3 janvier 2006: Un nom particulier, GOOGLE, un moteur de recherche innovant, une interface très simple, voici une initiative intéressante. www.google.com est en version beta et réservée pour l'instant à un nombre limités d’utilisateurs.
Quand au business modèle, il n’est pas encore défini, mais il y a de forte chance que Google sous-traite la publicité sur son moteur avec Giant, la plus grande régie de liens sponsorisés qui diffuse sur les plus grands portails et éditeurs dans le monde dont Yahoo, MSN, etc…

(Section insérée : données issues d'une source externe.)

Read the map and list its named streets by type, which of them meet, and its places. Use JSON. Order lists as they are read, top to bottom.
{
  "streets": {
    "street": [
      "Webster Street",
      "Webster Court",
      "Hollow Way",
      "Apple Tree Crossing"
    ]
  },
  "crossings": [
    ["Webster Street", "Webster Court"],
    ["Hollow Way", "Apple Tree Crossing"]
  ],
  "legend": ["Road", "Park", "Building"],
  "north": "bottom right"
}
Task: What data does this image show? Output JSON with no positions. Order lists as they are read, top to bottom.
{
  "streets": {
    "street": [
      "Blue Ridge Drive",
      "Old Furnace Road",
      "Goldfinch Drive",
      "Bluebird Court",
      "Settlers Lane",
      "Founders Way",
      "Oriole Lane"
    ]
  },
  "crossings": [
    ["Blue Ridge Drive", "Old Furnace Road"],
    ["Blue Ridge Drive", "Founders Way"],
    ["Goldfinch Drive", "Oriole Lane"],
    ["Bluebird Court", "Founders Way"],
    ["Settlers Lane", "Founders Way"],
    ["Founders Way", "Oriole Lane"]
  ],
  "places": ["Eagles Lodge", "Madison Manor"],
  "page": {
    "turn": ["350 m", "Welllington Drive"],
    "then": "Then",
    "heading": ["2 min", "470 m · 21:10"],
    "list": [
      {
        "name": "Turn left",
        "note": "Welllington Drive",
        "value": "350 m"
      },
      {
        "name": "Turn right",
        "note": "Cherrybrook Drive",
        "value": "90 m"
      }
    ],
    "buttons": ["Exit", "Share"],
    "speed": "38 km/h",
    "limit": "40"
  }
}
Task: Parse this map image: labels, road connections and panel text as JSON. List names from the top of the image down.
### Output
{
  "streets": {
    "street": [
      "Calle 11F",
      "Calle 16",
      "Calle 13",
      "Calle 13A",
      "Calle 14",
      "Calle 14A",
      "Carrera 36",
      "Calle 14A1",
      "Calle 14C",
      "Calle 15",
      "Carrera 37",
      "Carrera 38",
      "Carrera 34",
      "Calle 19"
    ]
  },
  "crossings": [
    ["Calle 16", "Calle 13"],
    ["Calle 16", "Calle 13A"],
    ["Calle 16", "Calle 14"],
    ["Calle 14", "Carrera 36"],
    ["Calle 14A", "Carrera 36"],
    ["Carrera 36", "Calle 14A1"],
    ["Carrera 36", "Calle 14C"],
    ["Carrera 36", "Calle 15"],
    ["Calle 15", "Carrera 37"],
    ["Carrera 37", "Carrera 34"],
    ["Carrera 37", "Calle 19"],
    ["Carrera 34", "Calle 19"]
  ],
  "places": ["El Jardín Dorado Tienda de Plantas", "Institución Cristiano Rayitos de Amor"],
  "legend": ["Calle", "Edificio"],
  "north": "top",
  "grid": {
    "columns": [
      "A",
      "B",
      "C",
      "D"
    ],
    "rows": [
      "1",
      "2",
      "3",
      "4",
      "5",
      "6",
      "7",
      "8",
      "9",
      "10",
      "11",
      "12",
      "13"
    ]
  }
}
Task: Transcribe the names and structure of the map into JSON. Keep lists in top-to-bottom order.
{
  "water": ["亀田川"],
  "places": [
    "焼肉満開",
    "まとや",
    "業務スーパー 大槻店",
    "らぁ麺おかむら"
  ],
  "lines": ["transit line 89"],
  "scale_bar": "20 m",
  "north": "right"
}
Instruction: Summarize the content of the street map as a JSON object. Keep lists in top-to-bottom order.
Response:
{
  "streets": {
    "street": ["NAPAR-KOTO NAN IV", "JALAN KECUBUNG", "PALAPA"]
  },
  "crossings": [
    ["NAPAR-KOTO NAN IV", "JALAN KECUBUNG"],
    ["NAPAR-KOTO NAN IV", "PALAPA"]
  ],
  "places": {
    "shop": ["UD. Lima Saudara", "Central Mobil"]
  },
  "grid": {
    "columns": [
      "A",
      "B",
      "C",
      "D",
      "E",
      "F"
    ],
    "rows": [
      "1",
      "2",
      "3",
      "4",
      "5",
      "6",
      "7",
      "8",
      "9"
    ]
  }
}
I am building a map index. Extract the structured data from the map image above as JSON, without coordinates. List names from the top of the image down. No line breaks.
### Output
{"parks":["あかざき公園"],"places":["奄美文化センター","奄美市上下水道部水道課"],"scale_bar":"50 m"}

Si le succès est au rendez-vous, Google pourra alors compter sur des revenus subtanciels…etc…etc….
Cette annonce est bien sûr inexacte, MAIS EXTRÊMEMENT INTÉRESSANTE SUR LE PLAN HISTORIQUE.
En effet, si Google avait sous traité (avec un contrat "multi year") la diffusion de liens sponrisés sur son moteur en 2001 pour des raisons stratégiques avec GOTO (qui est devenu Overture), c’est OVERTURE qui valoriserait aujourd’hui BEAUCOUP plus que Google. Cela n'a pas été le cas !
"Google's 2001 revenues were on pace to hit nearly $85 million. But Overture was growing faster – its 2001 revenues stood at the whoppping $228 million" — Google executives certainly took note of Overture's succes, and it was not hard to figure out why the business worked : it's auction-based pay-per-click advertising network had ten's of thousands clients.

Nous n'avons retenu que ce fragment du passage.